GE-SpMM: General-Purpose Sparse Matrix-Matrix Multiplication on GPUs for Graph Neural Networks
Accelerators, FPGA, and GPUs
Machine Learning, Deep Learning and Artificial Intelligence
TimeWednesday, 18 November 20204pm - 4:30pm EST
DescriptionThe acceleration of Graph Neural Networks (GNNs) requires efficient and framework-compatible Sparse-Dense Matrix-Matrix Multiplication (SpMM).
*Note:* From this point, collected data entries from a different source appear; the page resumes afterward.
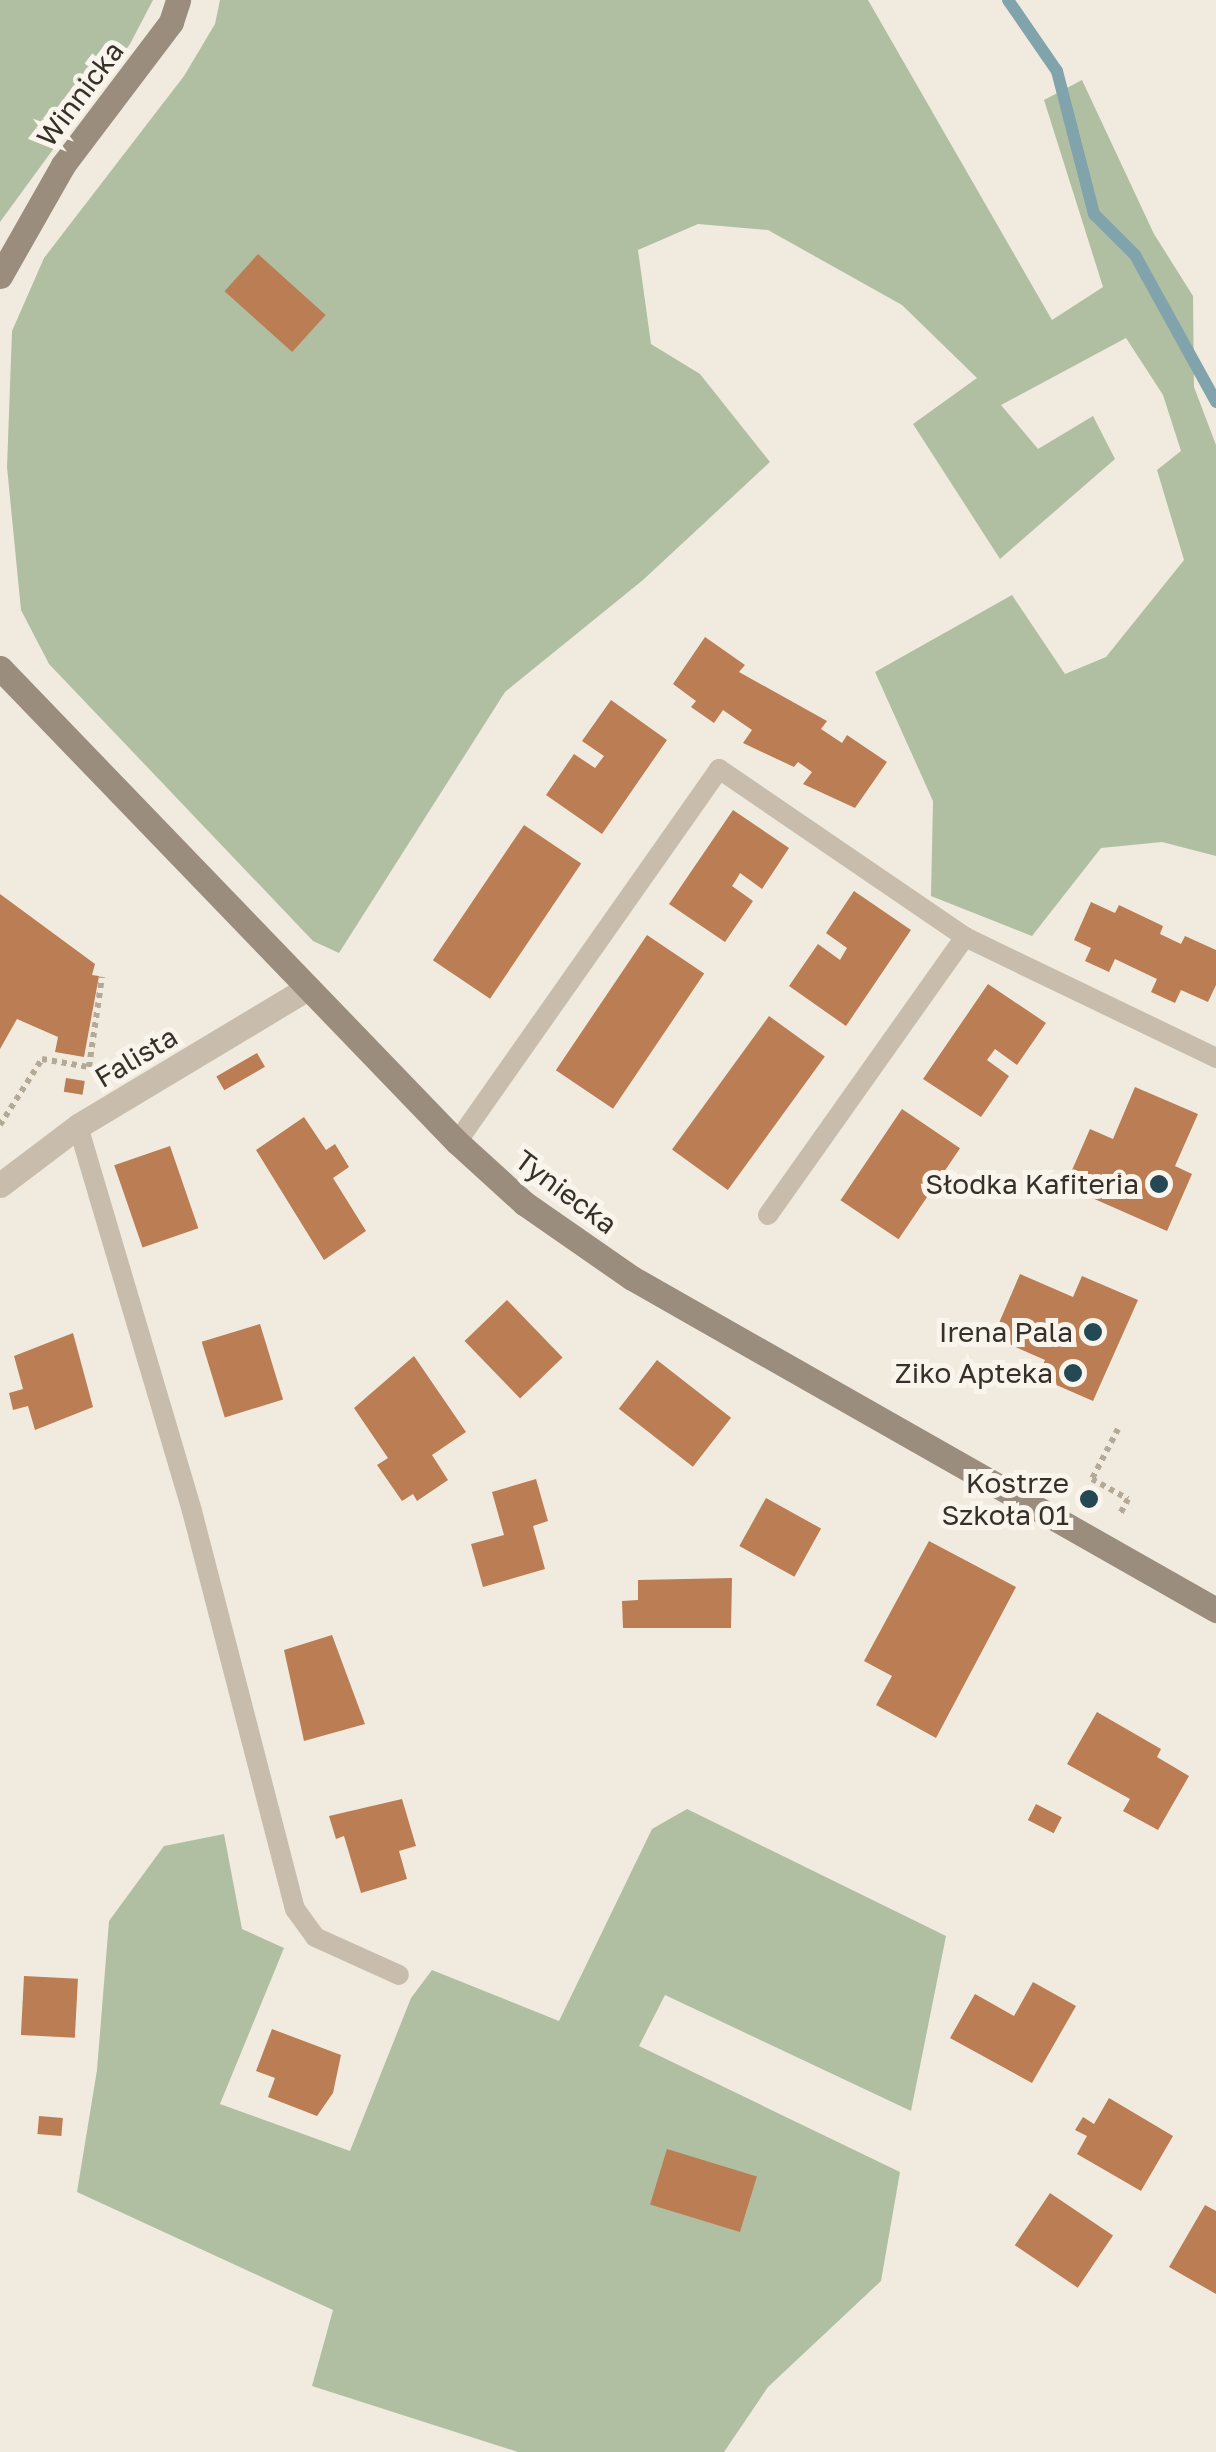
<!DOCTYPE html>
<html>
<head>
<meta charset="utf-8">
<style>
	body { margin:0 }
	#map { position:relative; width:1216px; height:2452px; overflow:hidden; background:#f1ebdf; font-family:"Golos Text",sans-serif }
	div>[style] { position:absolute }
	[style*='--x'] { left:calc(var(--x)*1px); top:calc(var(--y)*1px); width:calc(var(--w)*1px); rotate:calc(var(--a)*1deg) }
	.green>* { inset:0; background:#b0bfa1 }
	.stream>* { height:12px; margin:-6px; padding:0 6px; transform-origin:6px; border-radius:6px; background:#81a3ab }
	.building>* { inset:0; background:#bb7d53; transform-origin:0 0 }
	.path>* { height:6px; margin-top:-3px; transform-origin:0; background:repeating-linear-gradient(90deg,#b4a897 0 5px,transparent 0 10px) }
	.lane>* { height:20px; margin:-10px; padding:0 10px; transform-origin:10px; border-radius:10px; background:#c8bdac }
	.street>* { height:25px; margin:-12.5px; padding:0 12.5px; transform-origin:12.5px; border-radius:12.5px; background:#c8bdac }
	.secondary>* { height:25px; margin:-12.5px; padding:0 12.5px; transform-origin:12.5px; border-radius:12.5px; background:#9b8d7e }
	.dots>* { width:28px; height:28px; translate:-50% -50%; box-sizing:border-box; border:5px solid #f9f5ec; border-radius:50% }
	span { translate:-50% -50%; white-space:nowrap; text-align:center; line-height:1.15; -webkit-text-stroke:10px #f9f5ec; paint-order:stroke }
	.street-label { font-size:28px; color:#37302a }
	.poi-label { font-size:28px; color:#37302a }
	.right { translate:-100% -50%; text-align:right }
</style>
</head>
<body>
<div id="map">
	<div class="green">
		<div style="clip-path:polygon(0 0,153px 0,130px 44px,0 222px)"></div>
		<div style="clip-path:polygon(220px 0,868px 0,1052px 320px,1103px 287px,1044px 100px,1082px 80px,1154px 234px,1193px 296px,1194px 387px,1216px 445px,1216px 856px,1162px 842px,1101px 848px,1032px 936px,931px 896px,933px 801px,875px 672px,1012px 595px,1065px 674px,1106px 657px,1184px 560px,1157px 470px,1181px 451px,1163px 395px,1126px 338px,1001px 405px,1038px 449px,1093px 416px,1115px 459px,1000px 559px,913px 424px,977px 378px,902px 305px,768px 230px,698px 224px,638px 250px,651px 344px,700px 374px,770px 462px,643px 580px,505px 692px,339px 953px,313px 941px,49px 664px,21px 610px,7px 467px,12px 331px,44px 258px,184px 76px,215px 24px)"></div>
		<div style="clip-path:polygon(687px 1809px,946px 1936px,911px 2111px,665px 1995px,639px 2046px,900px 2172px,881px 2281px,768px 2387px,724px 2452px,518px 2452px,312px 2386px,333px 2310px,77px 2192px,97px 2070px,109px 1921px,164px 1846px,224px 1834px,242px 1929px,284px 1948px,220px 2104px,350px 2151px,411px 1998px,432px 1970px,559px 2021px,652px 1829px)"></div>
	</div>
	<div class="stream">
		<div style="--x:1008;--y:0;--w:86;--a:55.4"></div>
		<div style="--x:1057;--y:71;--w:148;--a:75.5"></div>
		<div style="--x:1094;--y:214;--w:58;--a:45"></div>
		<div style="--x:1135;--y:255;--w:168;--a:61.1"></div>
	</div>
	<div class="building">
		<div style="left:258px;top:254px;width:91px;height:50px;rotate:42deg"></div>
		<div style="clip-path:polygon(705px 637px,745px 665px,739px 672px,827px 721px,821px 729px,842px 743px,847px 735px,887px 762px,855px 808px,803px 784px,812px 772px,798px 762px,794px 767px,743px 743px,752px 730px,723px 710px,714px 723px,691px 707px,696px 701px,673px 684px)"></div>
		<div style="clip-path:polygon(611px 700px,667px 740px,602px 834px,546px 795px,574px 754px,595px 768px,604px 756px,582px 741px)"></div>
		<div style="clip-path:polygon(733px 810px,789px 848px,762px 889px,740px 873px,736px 880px,732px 886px,753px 901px,725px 942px,669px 904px)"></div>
		<div style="left:524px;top:825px;width:69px;height:163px;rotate:34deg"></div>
		<div style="clip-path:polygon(854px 891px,911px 930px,846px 1026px,789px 986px,818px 944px,840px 960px,847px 948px,826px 933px)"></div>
		<div style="clip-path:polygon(0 894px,95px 964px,92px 975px,99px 976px,84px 1057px,55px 1052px,58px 1037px,17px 1019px,0 1049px)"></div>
		<div style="clip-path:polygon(1091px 902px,1115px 913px,1119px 905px,1163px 926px,1160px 934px,1181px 944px,1185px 936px,1216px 950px,1216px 985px,1208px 1002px,1181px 990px,1175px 1003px,1151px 992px,1157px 979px,1115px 959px,1109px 972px,1085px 961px,1091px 948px,1074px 940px)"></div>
		<div style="left:647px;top:935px;width:69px;height:163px;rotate:34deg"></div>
		<div style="clip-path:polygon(988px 984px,1046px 1023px,1017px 1065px,995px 1049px,987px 1060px,1009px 1076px,981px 1117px,923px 1079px)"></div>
		<div style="left:769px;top:1016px;width:69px;height:165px;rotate:36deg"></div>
		<div style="left:257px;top:1053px;width:16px;height:47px;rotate:60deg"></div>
		<div style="left:66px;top:1078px;width:19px;height:14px;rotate:9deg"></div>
		<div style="clip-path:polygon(1135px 1087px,1198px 1114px,1175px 1166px,1192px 1174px,1167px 1231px,1065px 1186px,1090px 1129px,1113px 1139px)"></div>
		<div style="left:902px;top:1109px;width:70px;height:110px;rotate:34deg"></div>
		<div style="clip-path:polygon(304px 1117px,326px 1150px,335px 1144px,349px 1167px,333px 1178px,366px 1231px,324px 1260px,256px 1150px)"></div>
		<div style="left:170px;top:1146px;width:87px;height:59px;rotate:71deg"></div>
		<div style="clip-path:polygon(1020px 1274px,1073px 1297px,1082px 1276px,1138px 1300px,1093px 1401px,1038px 1377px,1045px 1360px,993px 1337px)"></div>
		<div style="left:507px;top:1300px;width:80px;height:59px;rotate:46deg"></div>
		<div style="left:260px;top:1324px;width:79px;height:61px;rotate:73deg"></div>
		<div style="clip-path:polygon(73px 1333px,93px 1407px,35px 1430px,28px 1406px,13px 1410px,9px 1393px,23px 1389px,14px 1356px)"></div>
		<div style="clip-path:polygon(414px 1356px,466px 1432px,432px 1455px,448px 1480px,417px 1501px,413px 1494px,402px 1501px,377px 1465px,388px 1458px,354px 1408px)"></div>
		<div style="left:657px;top:1360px;width:94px;height:62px;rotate:38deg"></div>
		<div style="clip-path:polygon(536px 1479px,548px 1521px,533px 1526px,545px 1569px,483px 1587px,471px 1544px,504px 1535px,492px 1492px)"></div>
		<div style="left:766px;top:1498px;width:63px;height:55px;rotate:29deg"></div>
		<div style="clip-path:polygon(929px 1541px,1016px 1587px,936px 1738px,876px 1705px,892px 1676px,864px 1661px)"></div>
		<div style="clip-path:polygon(732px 1578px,731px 1628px,623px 1628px,622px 1601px,638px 1600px,638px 1580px)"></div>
		<div style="clip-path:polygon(332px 1635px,365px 1724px,304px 1741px,284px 1650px)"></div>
		<div style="clip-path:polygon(1097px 1712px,1161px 1749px,1157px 1757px,1189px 1776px,1158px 1830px,1123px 1811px,1130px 1799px,1067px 1764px)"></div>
		<div style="clip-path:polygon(402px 1799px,416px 1846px,399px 1851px,407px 1879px,361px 1893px,344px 1836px,336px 1839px,329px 1816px)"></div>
		<div style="left:1036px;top:1804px;width:29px;height:18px;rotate:27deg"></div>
		<div style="left:24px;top:1976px;width:54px;height:59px;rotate:3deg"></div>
		<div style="clip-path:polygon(1033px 1982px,1076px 2006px,1032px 2083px,950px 2038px,975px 1994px,1014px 2016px)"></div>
		<div style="clip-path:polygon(272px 2029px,341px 2055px,333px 2093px,317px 2116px,268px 2097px,275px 2078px,256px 2071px)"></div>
		<div style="clip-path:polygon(1109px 2098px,1173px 2136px,1141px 2191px,1077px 2154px,1087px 2136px,1075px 2130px,1083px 2117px,1094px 2124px)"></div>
		<div style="left:39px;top:2116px;width:24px;height:18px;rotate:5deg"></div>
		<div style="left:667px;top:2149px;width:94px;height:58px;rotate:17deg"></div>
		<div style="left:1050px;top:2193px;width:76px;height:63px;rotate:34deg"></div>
		<div style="clip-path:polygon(1205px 2205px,1216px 2211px,1216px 2294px,1169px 2267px)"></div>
	</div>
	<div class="path">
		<div style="--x:0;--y:1125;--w:78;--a:-57.5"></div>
		<div style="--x:42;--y:1059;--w:48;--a:9.7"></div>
		<div style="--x:89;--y:1067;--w:91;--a:-81.8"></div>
		<div style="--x:1118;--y:1429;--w:56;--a:117.5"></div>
		<div style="--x:1092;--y:1479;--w:41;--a:29.1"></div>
		<div style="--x:1128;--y:1499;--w:19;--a:118"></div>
	</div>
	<div class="lane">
		<div style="--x:78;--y:1126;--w:402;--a:73.5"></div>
		<div style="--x:192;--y:1511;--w:411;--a:75.5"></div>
		<div style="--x:295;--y:1909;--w:34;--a:54"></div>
		<div style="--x:315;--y:1937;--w:92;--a:24.3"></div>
		<div style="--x:457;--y:1142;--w:456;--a:-54.9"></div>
		<div style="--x:719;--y:769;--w:298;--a:34.3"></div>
		<div style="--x:965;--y:937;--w:279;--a:25.7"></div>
		<div style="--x:768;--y:1215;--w:341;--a:-54.7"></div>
	</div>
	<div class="street">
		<div style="--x:0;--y:1185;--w:98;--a:-37.1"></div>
		<div style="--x:78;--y:1126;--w:268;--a:-31"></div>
	</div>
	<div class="secondary">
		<div style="--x:0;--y:276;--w:128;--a:-60.4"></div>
		<div style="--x:63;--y:165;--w:179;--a:-52.9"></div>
		<div style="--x:171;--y:22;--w:23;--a:-72"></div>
		<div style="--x:0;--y:668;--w:658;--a:46.05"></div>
		<div style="--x:457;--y:1142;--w:91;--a:42.3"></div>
		<div style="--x:524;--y:1203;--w:131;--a:34.8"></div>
		<div style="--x:632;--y:1278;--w:672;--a:29.62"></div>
	</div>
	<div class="dots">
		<div style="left:1159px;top:1184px;background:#244955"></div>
		<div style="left:1093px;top:1332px;background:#244955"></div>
		<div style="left:1073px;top:1373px;background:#244955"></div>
		<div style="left:1089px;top:1499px;background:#244955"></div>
	</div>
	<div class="street-label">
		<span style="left:80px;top:94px;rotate:-53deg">Winnicka</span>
		<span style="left:136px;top:1057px;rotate:-31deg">Falista</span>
		<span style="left:566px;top:1192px;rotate:37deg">Tyniecka</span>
	</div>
	<div class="poi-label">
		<span class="right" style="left:1139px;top:1184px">Słodka Kafiteria</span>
		<span class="right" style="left:1073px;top:1332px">Irena Pala</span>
		<span class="right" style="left:1053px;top:1373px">Ziko Apteka</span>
		<span class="right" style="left:1069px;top:1499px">Kostrze<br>Szkoła 01</span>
	</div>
</div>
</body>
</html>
From the compatibility perspective, the sophisticated sparse matrix representations in state-of-the-art SpMM designs cause heavy preprocessing overhead for the framework. From the efficiency perspective, optimizations for Sparse Matrix-Vector (SpMV) do not apply well to SpMM, leading to redundant and uncoalesced global memory access. We propose GE-SpMM, which takes the CSR format consistent with GNN frameworks to enable integration without the format transformation overhead. We use coalesced row caching to ensure coalesced access to both sparse and dense data in the global memory. We use coarse-grained warp merging to reduce redundant data loading among GPU warps. Experiments on a real-world graph dataset demonstrate up to 1.41× speedup over Nvidia cuSPARSE and up to 1.81× over GraphBLAST. We embed GE-SpMM in GNN frameworks and get up to 3.67× speedup on popular GNN models like GCN and GraphSAGE.